A Star Is Born, Part II: Stephen Strasburg's journey
Nationals prospect Stephen Strasburg stays grounded as major league debut nears
Sunday, May 23, 2010
He's only going to experience this once, and it will all be over in the blink of a radar gun -- two whirlwind months out of a lifetime, likely ending in about a week and a half -- so Stephen Strasburg is going to embrace the minor league life. He's going to absorb the lessons of the grizzled coaches and minor league lifers, feel the bumps of the road on those bus rides, smell the dankness of those cramped clubhouses, know the hunger of being so close to the majors. It's good for him.
"I'm trying to soak it all in," he says. "You meet some great people through your career, and it all starts here. We're all going after the same thing."
Whether with the Class AA Harrisburg Senators, where he started his pro career in April, or the Class AAA Syracuse Chiefs, where he was promoted in early May and remains now, he will carry his own luggage, pass the time playing cards in the clubhouse, change into his uniform at a chicken-wire locker with his name scrawled on masking tape above it.
He will partake, over and over, of the classic minor league spread -- PB&J sandwiches in Class AA, a daily hot dish in Class AAA, growing stale above Bunsen burners in a side room off the clubhouse -- but before he leaves Harrisburg he will treat his teammates to a big league feast: Outback Steakhouse. Ribeyes and T-bones. Bloomin' onions.
And he'll probably do it again in Syracuse before he's through.
He will take part in the Chiefs' "kangaroo court" and cringe when, as often happens, he's the one who winds up on trial for some sin against minor league humanity, inevitably brought about by his celebrity.
He's only going to be 21 once, with the warm glow of youth in his face and a thoroughbred's power in his legs, so he will shrug at his success -- a 6-1 record in eight minor league starts, an 0.89 ERA, 49 strikeouts in 40 1/3 innings -- and insist he hasn't proved anything yet.

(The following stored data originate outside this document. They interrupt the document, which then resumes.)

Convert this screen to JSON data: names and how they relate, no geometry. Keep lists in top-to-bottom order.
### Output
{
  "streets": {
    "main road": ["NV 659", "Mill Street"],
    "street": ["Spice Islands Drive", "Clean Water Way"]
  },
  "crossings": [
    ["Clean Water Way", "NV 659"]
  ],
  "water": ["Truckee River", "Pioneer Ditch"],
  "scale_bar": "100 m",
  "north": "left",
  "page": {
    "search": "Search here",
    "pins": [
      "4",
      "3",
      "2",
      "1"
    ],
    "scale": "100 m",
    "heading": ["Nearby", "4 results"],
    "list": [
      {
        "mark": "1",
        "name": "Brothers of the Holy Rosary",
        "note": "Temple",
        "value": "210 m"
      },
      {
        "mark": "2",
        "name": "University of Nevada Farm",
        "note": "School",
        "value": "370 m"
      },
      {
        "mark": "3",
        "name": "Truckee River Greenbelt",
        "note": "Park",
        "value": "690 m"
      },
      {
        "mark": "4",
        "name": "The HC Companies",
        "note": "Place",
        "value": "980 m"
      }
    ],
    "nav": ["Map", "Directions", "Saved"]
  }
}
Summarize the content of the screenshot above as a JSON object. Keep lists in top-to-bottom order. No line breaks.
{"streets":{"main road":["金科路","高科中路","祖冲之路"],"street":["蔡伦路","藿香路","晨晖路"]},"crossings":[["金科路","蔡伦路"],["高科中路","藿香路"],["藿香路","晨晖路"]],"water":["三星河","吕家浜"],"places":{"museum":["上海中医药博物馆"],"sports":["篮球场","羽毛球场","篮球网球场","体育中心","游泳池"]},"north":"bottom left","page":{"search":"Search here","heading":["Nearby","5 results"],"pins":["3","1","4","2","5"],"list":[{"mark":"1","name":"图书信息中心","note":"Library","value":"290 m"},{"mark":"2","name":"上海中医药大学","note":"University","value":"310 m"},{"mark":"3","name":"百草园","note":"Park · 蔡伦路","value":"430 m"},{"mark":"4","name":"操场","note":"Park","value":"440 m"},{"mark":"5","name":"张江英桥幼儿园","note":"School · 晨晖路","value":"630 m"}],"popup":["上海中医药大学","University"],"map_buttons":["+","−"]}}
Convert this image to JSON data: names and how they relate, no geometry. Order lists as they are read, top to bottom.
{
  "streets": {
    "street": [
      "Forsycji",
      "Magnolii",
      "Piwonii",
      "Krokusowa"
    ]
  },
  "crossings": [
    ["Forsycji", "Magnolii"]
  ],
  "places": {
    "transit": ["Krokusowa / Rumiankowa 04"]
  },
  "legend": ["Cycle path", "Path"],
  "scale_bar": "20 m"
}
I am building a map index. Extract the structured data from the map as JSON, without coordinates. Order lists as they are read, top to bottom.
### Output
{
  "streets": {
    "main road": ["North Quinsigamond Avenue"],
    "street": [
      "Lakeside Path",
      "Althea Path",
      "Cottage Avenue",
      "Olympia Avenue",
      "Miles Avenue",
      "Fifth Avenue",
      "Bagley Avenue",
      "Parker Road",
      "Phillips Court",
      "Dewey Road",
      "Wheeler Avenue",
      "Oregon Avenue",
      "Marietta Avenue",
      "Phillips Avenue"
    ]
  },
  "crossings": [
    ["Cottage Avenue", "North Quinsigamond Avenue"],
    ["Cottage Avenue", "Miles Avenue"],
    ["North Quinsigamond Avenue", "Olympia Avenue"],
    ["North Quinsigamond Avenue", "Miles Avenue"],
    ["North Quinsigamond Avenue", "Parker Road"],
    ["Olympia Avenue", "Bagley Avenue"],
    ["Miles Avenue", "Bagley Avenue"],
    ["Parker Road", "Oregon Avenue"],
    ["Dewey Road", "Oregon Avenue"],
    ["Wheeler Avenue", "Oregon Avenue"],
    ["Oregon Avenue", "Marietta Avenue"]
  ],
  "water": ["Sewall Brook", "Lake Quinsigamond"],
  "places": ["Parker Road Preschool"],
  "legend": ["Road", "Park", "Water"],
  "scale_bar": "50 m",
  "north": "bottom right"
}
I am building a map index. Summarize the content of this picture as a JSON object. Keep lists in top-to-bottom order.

Humble almost to a fault, he will insist upon being treated as one of the guys, even though by every measure -- the media attention he brings, the security measures his celebrity requires, the extra zeroes on his paycheck -- he might as well be an extraterrestrial.
"I'm a normal guy," he says. "I put my shoes on just like everyone in that clubhouse. They know, and I know, that I'm here for the same reason they are, and that's to win and be successful."
He will accept his autograph responsibilities, but he'll be discreet about it. He'll wait until after the game, when his teammates are all off the field, then emerge from the dugout, flanked by a team official or a security guard, to sign for the teeming masses thrusting balls and baseball cards at him. He will take it as a given that many of them will be on eBay the next day, going for as much as $299.99.
He's only going to be a newlywed once, so he and his young bride, Rachel, will embrace their journey.
She will attend every game, drop Stephen off at the stadium at 3, then return by first pitch. She will drive behind the team bus for road trips, part of the caravan of wives. They will spend their down time at home -- a month-by-month rental in Harrisburg, an extended-stay hotel in Syracuse -- and spent their one and only off-day in Harrisburg at the Hershey's chocolate factory, taking a tour, tasting the samples.